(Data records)
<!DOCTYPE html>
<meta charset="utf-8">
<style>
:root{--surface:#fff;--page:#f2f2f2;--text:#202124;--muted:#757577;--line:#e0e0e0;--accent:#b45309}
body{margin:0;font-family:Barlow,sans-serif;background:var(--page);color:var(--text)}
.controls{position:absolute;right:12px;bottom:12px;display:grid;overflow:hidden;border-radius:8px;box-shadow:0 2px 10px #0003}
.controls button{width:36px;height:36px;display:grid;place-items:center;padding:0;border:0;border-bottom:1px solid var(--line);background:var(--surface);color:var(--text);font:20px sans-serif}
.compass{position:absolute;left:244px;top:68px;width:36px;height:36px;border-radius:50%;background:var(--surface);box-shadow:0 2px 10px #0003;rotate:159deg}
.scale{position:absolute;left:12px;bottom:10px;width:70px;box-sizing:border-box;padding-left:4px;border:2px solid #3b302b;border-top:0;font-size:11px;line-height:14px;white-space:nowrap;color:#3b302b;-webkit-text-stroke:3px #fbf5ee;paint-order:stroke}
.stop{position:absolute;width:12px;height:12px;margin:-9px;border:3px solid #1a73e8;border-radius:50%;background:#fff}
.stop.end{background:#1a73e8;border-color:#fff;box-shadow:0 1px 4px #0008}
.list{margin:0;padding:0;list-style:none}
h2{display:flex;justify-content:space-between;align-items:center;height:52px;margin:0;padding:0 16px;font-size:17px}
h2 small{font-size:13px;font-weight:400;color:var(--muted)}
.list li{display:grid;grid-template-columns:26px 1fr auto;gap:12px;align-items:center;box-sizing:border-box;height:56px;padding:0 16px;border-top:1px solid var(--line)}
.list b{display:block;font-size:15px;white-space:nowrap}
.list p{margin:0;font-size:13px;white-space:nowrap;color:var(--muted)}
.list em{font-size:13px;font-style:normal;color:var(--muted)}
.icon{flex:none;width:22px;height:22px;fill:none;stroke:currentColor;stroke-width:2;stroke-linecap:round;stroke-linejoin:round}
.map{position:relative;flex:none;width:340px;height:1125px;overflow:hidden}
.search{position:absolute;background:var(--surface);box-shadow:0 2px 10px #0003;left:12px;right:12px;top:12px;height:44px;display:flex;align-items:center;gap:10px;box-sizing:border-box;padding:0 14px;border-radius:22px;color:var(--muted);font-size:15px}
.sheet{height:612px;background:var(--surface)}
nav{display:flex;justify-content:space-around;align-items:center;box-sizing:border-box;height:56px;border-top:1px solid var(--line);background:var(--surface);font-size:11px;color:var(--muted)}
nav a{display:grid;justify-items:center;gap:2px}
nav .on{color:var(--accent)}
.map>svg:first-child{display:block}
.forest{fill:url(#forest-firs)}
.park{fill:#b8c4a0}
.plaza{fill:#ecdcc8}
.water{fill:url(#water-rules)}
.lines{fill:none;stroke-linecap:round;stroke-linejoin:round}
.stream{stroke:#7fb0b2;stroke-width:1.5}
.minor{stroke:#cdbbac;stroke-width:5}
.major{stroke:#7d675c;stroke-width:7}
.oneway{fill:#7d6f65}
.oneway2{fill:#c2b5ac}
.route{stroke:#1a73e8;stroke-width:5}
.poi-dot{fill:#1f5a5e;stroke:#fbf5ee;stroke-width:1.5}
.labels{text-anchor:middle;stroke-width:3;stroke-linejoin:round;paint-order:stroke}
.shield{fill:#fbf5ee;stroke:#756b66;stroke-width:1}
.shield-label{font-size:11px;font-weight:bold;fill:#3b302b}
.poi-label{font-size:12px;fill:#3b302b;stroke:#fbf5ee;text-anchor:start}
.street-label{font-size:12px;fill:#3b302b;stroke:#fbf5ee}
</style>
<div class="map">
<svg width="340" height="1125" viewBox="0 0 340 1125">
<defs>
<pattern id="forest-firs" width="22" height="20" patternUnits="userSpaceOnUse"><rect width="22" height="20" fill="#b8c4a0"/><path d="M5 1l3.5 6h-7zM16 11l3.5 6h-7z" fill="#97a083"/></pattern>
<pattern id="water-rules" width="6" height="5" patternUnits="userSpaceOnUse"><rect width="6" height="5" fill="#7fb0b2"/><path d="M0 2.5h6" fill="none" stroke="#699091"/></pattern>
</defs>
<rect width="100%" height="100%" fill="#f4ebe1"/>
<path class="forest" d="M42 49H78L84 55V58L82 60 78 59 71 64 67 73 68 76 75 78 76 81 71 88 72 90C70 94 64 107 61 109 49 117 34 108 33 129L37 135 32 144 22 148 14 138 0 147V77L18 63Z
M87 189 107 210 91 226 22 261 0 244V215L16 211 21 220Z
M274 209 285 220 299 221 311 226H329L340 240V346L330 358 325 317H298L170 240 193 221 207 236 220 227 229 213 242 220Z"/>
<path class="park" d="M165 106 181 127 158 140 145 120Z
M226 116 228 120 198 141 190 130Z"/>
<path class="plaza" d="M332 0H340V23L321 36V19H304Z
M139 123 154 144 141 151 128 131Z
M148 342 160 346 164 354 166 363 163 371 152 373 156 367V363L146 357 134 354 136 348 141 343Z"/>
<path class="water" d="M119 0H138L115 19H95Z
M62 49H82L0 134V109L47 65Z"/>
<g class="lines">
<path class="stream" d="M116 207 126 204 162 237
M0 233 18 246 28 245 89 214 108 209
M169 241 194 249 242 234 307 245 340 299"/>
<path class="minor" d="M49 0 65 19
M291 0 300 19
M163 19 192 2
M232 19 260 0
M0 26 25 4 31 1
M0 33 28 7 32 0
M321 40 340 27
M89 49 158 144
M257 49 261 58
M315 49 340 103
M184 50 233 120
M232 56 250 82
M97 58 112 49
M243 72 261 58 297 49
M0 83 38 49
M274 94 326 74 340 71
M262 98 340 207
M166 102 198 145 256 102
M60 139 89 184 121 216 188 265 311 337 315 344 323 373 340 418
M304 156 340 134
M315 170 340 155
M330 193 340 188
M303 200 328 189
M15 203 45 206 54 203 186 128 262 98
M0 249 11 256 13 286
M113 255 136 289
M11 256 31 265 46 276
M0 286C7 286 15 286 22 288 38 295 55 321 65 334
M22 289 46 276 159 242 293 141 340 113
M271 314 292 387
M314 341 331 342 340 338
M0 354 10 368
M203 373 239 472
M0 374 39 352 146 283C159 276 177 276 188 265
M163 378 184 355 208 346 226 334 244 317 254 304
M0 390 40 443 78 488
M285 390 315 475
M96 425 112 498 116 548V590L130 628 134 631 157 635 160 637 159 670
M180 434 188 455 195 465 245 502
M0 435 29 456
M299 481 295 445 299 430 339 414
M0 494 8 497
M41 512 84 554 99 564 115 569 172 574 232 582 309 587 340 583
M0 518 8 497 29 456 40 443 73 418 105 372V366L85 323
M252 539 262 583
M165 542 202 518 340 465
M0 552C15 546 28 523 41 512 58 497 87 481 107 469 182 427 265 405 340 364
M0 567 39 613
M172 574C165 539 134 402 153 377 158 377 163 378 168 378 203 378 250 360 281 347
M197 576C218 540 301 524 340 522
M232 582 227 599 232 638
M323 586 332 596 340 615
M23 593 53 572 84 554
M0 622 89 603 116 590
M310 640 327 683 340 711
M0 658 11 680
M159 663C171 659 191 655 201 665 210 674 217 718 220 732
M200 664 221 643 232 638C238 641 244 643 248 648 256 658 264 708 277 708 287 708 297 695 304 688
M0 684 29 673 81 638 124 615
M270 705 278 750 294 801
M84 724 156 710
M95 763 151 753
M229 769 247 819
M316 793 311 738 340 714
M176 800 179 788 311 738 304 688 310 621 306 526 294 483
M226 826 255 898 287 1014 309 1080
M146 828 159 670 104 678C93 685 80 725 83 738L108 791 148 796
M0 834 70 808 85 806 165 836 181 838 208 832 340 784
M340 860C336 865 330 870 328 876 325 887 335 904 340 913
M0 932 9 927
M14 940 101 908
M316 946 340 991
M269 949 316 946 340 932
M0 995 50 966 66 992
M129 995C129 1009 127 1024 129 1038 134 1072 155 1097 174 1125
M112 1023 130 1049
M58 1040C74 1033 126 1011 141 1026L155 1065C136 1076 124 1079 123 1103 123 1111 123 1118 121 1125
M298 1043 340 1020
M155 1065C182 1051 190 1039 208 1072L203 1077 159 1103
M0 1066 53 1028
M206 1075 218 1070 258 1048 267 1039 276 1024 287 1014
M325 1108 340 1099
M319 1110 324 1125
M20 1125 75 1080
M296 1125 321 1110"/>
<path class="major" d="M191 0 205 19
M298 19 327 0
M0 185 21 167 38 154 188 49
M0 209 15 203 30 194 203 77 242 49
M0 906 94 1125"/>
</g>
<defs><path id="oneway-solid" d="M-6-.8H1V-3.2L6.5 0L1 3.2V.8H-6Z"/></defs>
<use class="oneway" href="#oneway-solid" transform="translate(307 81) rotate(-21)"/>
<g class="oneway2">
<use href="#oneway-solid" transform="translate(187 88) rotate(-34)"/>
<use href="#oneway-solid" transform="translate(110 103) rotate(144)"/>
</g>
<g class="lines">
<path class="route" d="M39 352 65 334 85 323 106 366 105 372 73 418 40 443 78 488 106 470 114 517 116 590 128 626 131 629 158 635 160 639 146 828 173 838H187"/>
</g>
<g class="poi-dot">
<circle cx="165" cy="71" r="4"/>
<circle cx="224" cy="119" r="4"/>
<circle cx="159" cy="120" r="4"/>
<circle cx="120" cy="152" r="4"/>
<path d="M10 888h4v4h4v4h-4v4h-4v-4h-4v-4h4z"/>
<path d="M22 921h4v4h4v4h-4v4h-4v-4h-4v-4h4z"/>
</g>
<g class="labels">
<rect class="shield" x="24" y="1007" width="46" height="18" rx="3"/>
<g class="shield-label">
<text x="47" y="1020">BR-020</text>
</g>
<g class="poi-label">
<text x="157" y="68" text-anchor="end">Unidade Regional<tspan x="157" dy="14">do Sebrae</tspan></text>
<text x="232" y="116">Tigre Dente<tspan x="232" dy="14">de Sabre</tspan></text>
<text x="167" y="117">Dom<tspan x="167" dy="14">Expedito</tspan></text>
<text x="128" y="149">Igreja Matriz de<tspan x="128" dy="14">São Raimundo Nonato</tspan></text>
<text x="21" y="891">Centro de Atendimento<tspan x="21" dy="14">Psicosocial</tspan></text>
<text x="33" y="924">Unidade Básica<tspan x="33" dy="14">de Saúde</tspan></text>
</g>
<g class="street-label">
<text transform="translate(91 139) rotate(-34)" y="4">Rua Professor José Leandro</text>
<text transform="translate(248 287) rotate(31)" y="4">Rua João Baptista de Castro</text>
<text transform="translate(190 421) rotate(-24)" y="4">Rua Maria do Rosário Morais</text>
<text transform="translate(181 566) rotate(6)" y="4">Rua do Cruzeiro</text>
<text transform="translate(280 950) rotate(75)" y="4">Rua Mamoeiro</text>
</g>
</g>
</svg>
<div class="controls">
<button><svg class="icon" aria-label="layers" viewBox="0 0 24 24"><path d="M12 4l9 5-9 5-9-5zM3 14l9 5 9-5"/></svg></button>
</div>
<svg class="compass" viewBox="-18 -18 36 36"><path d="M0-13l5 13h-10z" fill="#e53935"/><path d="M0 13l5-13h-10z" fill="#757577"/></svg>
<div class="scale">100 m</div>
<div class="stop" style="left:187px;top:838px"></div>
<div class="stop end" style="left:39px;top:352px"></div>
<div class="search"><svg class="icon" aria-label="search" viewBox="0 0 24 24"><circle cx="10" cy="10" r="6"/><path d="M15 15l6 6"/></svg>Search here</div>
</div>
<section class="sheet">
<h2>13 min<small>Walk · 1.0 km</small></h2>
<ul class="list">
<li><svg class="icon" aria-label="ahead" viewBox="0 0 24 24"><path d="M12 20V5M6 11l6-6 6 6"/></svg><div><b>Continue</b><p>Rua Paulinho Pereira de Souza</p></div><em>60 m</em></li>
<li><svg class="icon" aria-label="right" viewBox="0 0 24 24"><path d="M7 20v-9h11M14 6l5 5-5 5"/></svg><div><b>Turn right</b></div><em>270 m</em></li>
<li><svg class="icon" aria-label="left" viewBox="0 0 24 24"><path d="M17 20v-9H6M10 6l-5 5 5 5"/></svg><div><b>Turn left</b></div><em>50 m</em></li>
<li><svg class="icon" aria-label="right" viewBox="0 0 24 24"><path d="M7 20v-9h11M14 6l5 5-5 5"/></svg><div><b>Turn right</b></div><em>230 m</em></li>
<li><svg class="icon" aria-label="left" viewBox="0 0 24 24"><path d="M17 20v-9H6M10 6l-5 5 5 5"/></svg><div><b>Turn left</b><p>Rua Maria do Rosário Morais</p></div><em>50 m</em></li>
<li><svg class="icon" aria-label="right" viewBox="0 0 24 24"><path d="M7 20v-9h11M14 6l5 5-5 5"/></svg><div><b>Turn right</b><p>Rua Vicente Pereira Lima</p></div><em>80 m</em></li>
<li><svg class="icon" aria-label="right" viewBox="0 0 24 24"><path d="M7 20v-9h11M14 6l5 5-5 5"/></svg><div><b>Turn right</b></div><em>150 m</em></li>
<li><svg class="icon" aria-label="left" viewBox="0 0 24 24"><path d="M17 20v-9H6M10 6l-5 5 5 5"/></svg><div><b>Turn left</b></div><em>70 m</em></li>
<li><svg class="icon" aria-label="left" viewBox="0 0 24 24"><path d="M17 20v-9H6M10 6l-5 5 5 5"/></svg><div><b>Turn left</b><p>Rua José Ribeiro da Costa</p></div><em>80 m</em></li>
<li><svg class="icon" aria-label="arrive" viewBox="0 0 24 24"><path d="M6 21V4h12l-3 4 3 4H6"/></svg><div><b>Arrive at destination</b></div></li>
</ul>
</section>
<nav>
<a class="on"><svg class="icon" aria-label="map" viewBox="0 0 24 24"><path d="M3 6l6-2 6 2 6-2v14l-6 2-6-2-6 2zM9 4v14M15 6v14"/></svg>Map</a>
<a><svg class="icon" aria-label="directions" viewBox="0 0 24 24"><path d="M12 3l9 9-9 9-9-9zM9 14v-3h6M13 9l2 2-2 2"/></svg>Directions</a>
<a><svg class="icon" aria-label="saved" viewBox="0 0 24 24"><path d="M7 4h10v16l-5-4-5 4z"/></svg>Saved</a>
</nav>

## Problem to work on
Report every line above that has the string "scale" in it.

## Your solution
.scale{position:absolute;left:12px;bottom:10px;width:70px;box-sizing:border-box;padding-left:4px;border:2px solid #3b302b;border-top:0;font-size:11px;line-height:14px;white-space:nowrap;color:#3b302b;-webkit-text-stroke:3px #fbf5ee;paint-order:stroke}
<div class="scale">100 m</div>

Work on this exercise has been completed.